Congenital heart defects are the most common types of birth defects and a leading cause of infant illness and mortality associated with birth defects. But thanks in part to recent breakthroughs in transcatheter interventions, babies are living longer, healthier lives and avoiding the risks of neonatal surgeries.
Duke pediatric cardiologists are at the forefront of these innovations, successfully treating children of all ages—from extremely premature babies to young adults. Procedures are performed in Duke’s dedicated pediatric cardiac catheterization and electrophysiology labs, using the latest 3-D imaging systems and allowing the greatest precision and least amount of radiation.

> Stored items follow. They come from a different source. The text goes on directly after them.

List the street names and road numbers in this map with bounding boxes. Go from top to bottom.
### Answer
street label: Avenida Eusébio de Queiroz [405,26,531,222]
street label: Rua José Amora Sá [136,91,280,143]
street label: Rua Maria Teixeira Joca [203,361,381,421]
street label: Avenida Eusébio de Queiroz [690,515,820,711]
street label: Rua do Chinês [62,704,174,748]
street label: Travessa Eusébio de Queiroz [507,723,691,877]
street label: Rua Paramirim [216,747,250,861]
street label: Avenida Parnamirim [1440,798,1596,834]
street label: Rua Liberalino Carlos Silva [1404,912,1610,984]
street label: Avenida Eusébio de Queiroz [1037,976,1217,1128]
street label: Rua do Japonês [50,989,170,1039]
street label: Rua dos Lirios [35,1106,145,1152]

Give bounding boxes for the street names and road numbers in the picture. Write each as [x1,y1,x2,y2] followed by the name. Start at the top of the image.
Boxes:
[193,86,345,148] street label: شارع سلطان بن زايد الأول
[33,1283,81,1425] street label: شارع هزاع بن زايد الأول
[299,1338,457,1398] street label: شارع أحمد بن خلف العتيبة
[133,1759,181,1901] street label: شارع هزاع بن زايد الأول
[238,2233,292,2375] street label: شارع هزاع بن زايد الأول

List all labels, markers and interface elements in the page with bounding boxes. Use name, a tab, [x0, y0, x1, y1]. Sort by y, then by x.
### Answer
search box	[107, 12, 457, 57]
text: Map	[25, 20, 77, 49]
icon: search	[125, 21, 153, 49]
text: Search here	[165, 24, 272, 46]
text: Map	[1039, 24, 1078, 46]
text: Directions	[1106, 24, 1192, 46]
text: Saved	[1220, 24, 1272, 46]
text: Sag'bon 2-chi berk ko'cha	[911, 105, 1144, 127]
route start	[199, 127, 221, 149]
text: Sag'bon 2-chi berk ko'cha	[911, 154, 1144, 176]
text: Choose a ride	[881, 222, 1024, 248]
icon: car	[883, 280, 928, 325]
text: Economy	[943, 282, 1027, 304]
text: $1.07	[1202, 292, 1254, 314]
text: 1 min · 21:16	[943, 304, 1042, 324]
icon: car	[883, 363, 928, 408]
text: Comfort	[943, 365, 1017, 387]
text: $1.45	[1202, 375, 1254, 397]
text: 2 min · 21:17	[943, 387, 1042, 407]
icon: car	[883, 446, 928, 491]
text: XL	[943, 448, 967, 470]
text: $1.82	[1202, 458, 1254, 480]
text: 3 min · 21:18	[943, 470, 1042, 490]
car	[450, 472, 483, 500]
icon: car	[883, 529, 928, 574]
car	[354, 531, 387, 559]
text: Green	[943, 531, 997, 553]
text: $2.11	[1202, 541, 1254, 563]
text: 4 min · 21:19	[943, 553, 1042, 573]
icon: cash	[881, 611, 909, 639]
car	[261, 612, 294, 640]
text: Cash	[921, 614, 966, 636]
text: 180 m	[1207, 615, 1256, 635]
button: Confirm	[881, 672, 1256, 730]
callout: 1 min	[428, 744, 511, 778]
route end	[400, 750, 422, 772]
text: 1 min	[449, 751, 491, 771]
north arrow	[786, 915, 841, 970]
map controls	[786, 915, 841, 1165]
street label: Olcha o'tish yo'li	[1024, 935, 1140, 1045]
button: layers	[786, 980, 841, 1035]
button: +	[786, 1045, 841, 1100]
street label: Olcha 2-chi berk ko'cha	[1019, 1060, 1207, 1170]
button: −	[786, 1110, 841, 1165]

Duke pediatric cardiologist and Vice Chief of Clinical Practice, Kevin D. Hill, MD, highlights three major breakthroughs in interventional catheterization that have changed outcomes for children in the past decade:
1 - Transcatheter Pulmonary Valve Replacement (TPVR)
Until the last decade, replacing a faulty pulmonary valve could only be achieved with open heart surgery; however, because all surgically implanted valves have a limited lifespan, patients faced the need for many surgeries during their lifetime. With TPVR, Hill explains, a compressed tissue heart valve is placed on a balloon catheter, advanced through the femoral or internal jugular vein to the heart, and positioned directly inside the diseased pulmonary valve. The balloon is inflated to expand the stent, and the valve is secured in place. The new valve immediately begins to work and can last as long as 15 years before needing replacement. The Duke team has performed TPVR on children as young 6 years old, as well as teenagers and young adults.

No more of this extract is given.